Les chercheurs ont également eu l’idée d’intégrer aux calculs les résultats de l’échelle d’Édimbourg, un questionnaire standardisé qu’on utilise en périnatalité pour évaluer l’état émotionnel des jeunes mères. Une fois l’algorithme renforcé par les données résultantes de ce test, ses performances se sont encore améliorées. Deux approches thérapeutiques complémentaires : le modèle analyse les données « froides », et ses résultats gagnent ensuite en précision grâce à l’évaluation psychologique plus subjective permise par le questionnaire.

Pour le Dr. Clapp, qui a participé au développement du modèle et à la rédaction de l’article, c’est un progrès évident : « C’est une avancée prometteuse dans le développement d’un outil prédictif qui, associé à l’expertise des soignants, pourrait contribuer à améliorer la santé mentale maternelle. Avec de nouvelles validations, et en travaillant main dans la main avec les équipes médicales et les patientes, l’objectif est d’intervenir plus tôt et, finalement, de mieux protéger les jeunes mères ».

Pour l’instant, l’étude n’en est encore qu’à son stade expérimental, et le modèle devra faire ses preuves dans des contextes cliniques plus variés pour se généraliser.
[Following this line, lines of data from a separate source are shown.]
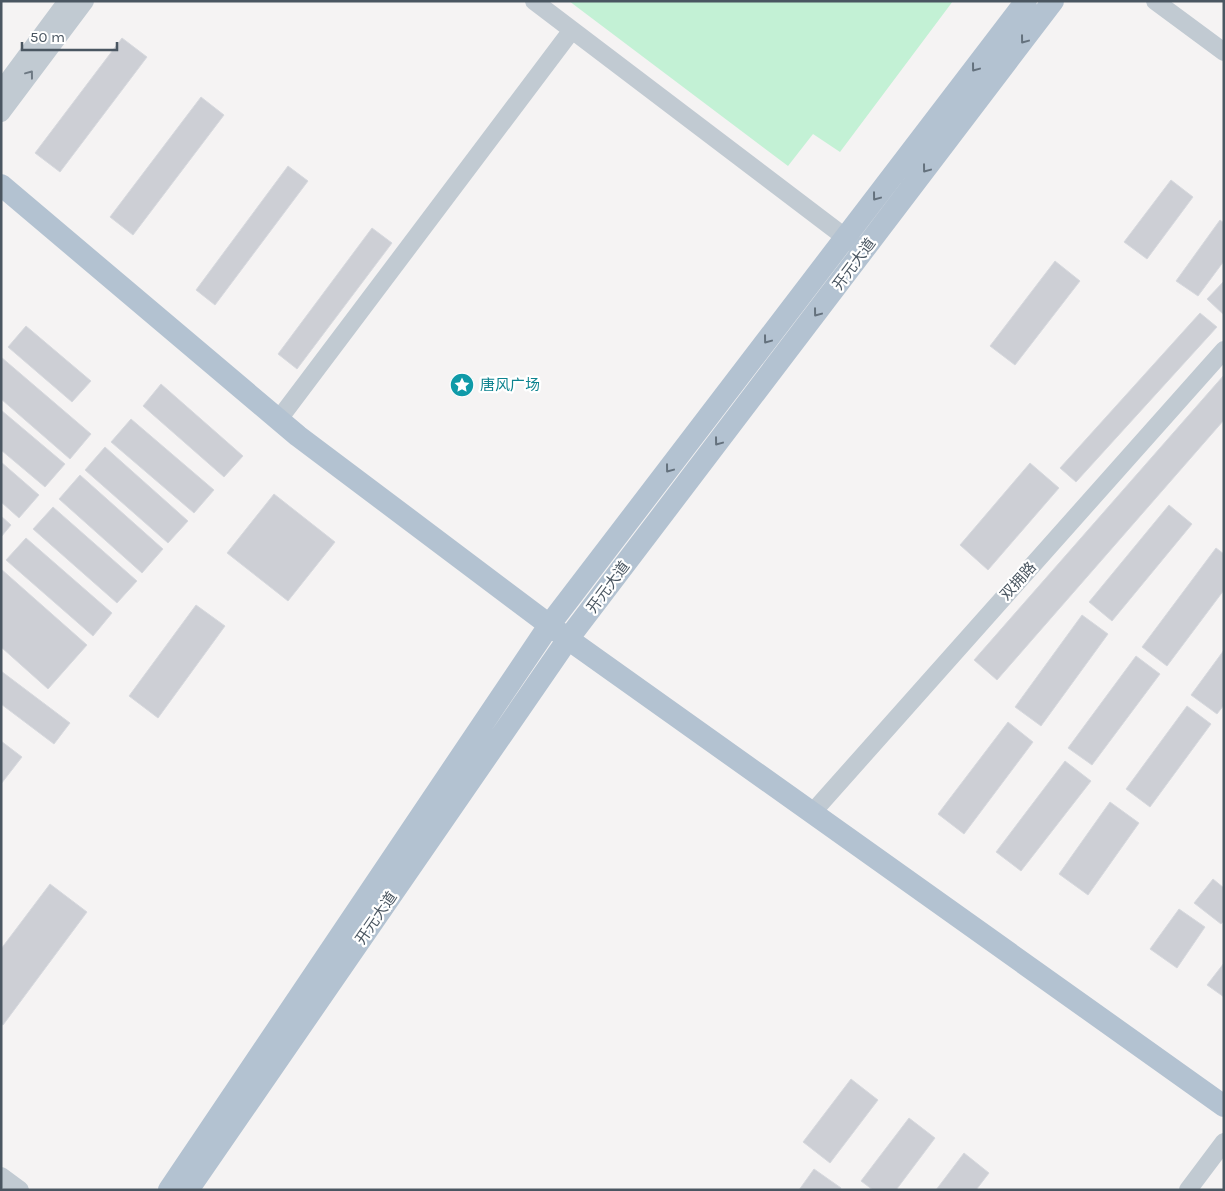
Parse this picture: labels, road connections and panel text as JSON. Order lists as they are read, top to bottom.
{
  "streets": {
    "main road": ["开元大道"],
    "street": ["双拥路"]
  },
  "one_way": ["开元大道"],
  "places": {
    "place": ["唐风广场"]
  },
  "scale_bar": "50 m"
}
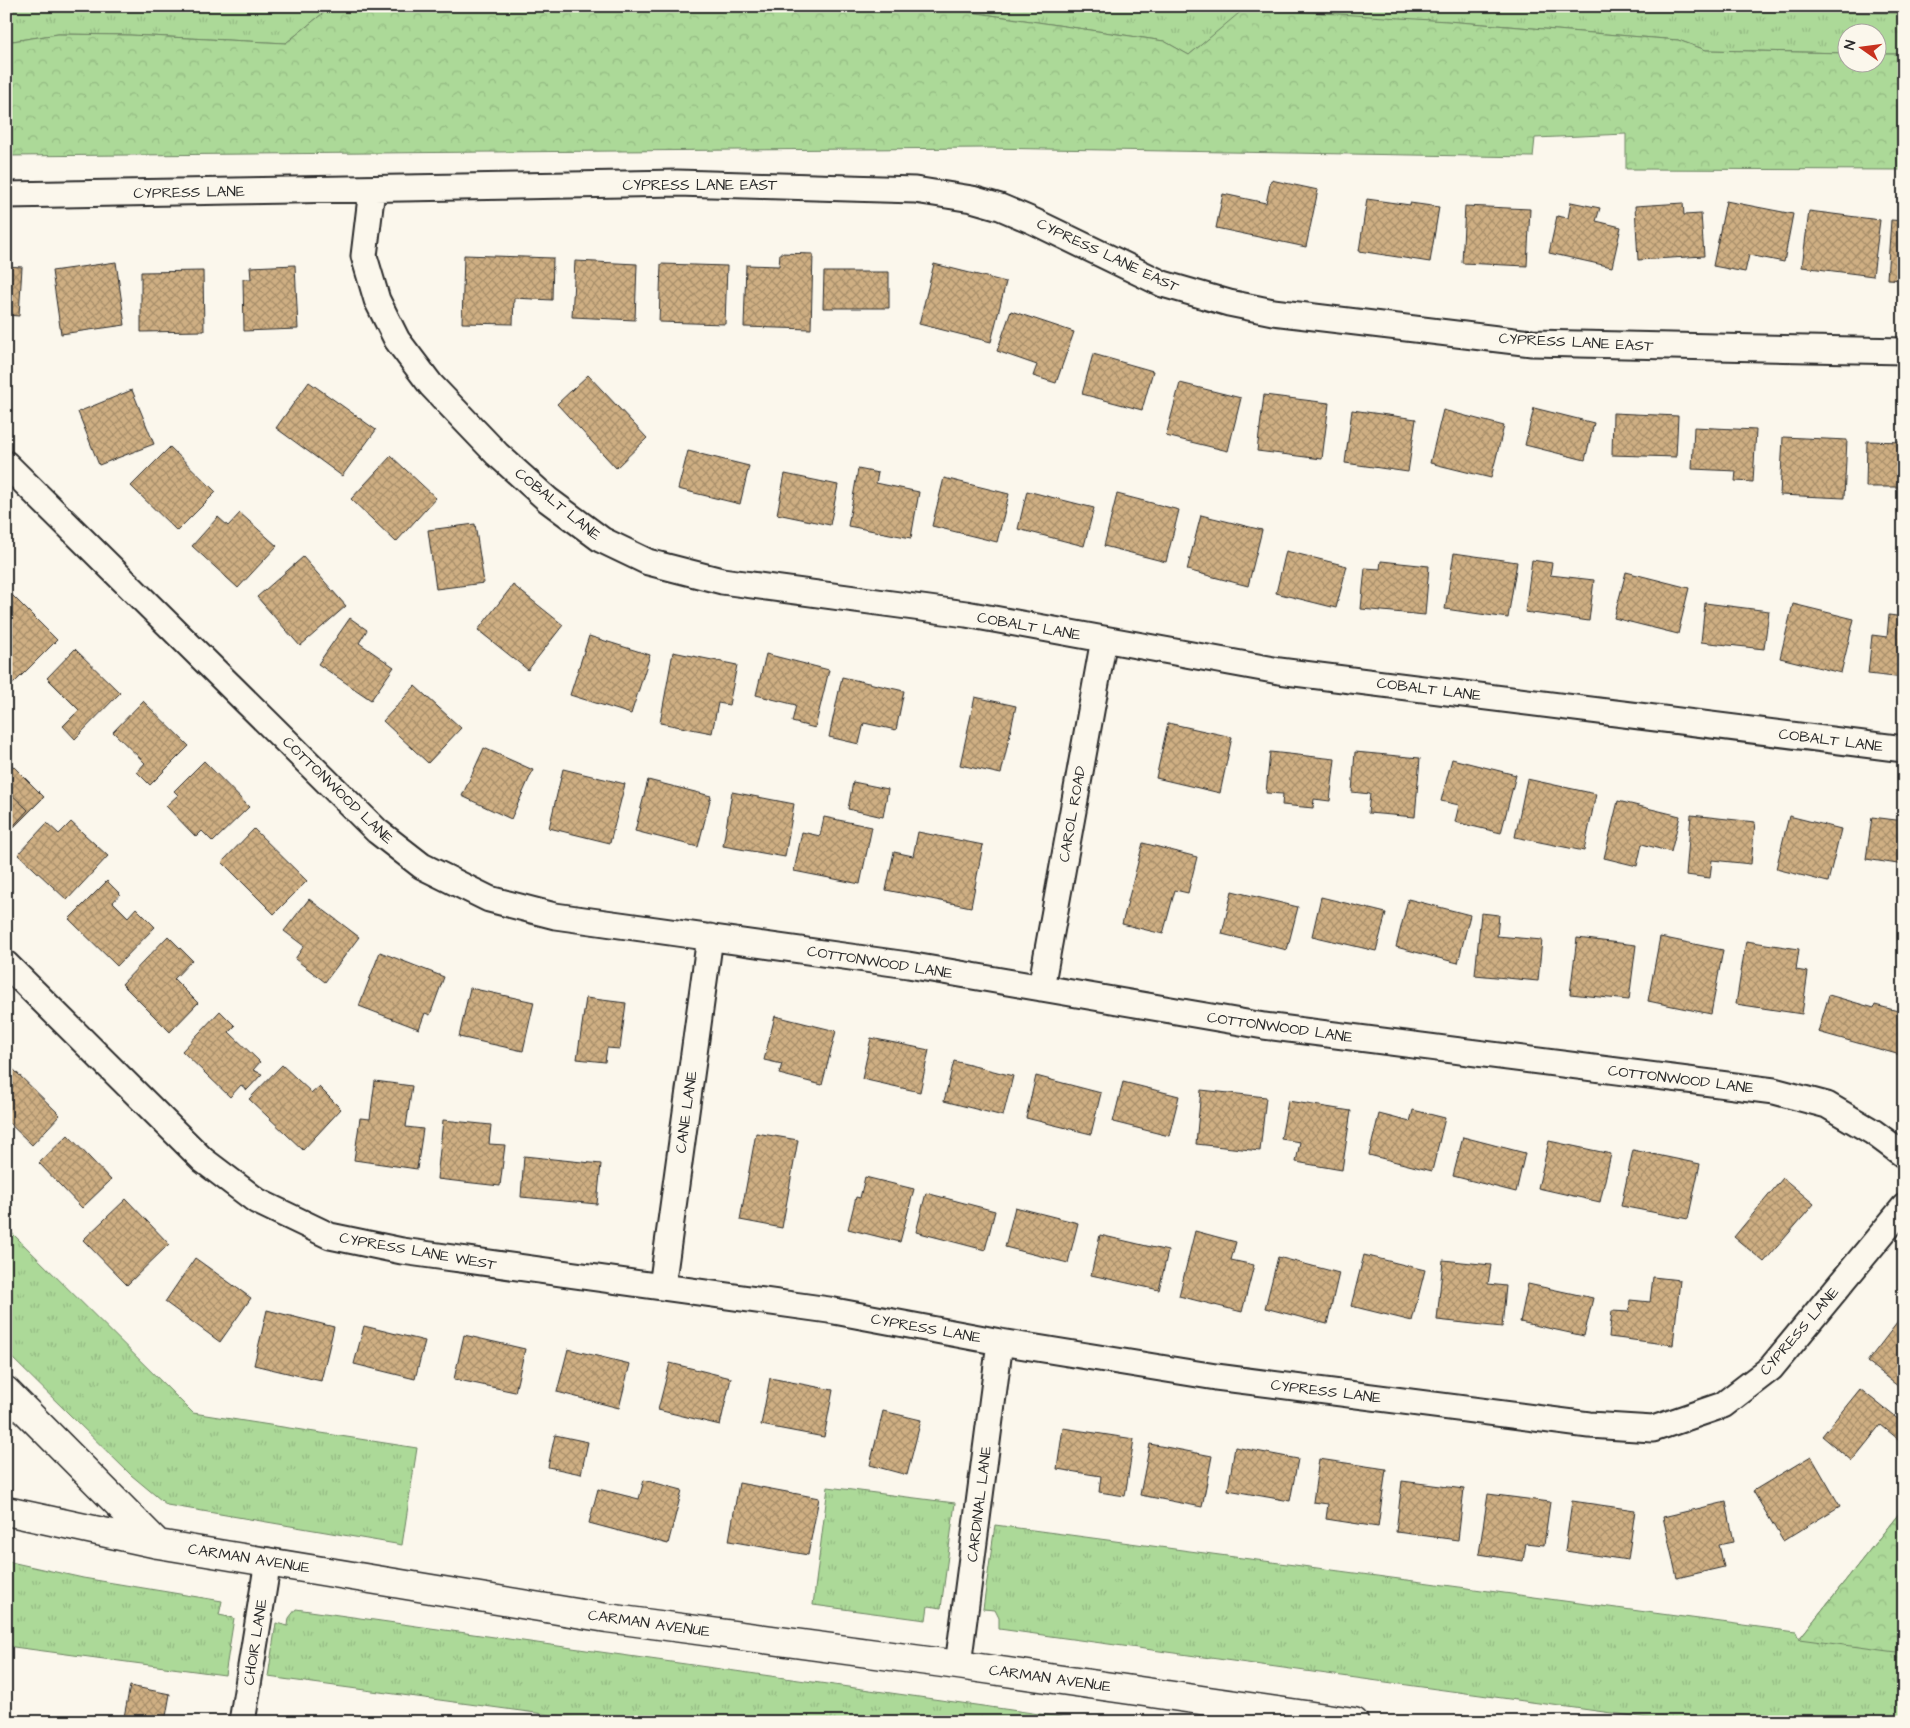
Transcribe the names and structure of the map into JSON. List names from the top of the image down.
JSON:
{
  "streets": {
    "main road": ["CARMAN AVENUE"],
    "street": [
      "CYPRESS LANE EAST",
      "CYPRESS LANE",
      "COBALT LANE",
      "COTTONWOOD LANE",
      "CAROL ROAD",
      "CANE LANE",
      "CYPRESS LANE WEST",
      "CARDINAL LANE",
      "CHOIR LANE"
    ]
  },
  "crossings": [
    ["CYPRESS LANE EAST", "CYPRESS LANE"],
    ["CYPRESS LANE EAST", "COBALT LANE"],
    ["CYPRESS LANE", "COBALT LANE"],
    ["CYPRESS LANE", "CANE LANE"],
    ["CYPRESS LANE", "CYPRESS LANE WEST"],
    ["CYPRESS LANE", "CARDINAL LANE"],
    ["COBALT LANE", "CAROL ROAD"],
    ["COTTONWOOD LANE", "CAROL ROAD"],
    ["COTTONWOOD LANE", "CANE LANE"],
    ["CANE LANE", "CYPRESS LANE WEST"],
    ["CARDINAL LANE", "CARMAN AVENUE"],
    ["CARMAN AVENUE", "CHOIR LANE"]
  ],
  "north": "left"
}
Bien évidemment, il n’est pas question de remplacer le jugement des professionnels de santé dans le dépistage de la DPP, mais de les épauler en leur fournissant un signal d’alerte supplémentaire. En effet, dans bien des cas, c’est l’absence de repérage précoce qui aggrave le sort des patientes concernées et les place en situation d’errance diagnostique. Si cet outil est un jour validé, il donnerait aux équipes médicales quelques semaines d’avance ; des semaines très précieuse, car elles suffisent parfois d’éviter que la dépression ne s’enracine trop profondément.

  • Des chercheurs américains ont développé un modèle d’intelligence artificielle capable d’identifier très tôt les jeunes mères à risque de développer une dépression post-partum.
  • Ce modèle, entraîné sur des milliers de dossiers, se montre performant même chez les patientes sans antécédents psychiatriques, et ses prédictions sont plus précises que les estimations traditionnelles.
  • L’objectif n’est pas de remplacer l’expertise humaine, mais de fournir aux professionnels de santé un outil d’alerte supplémentaire.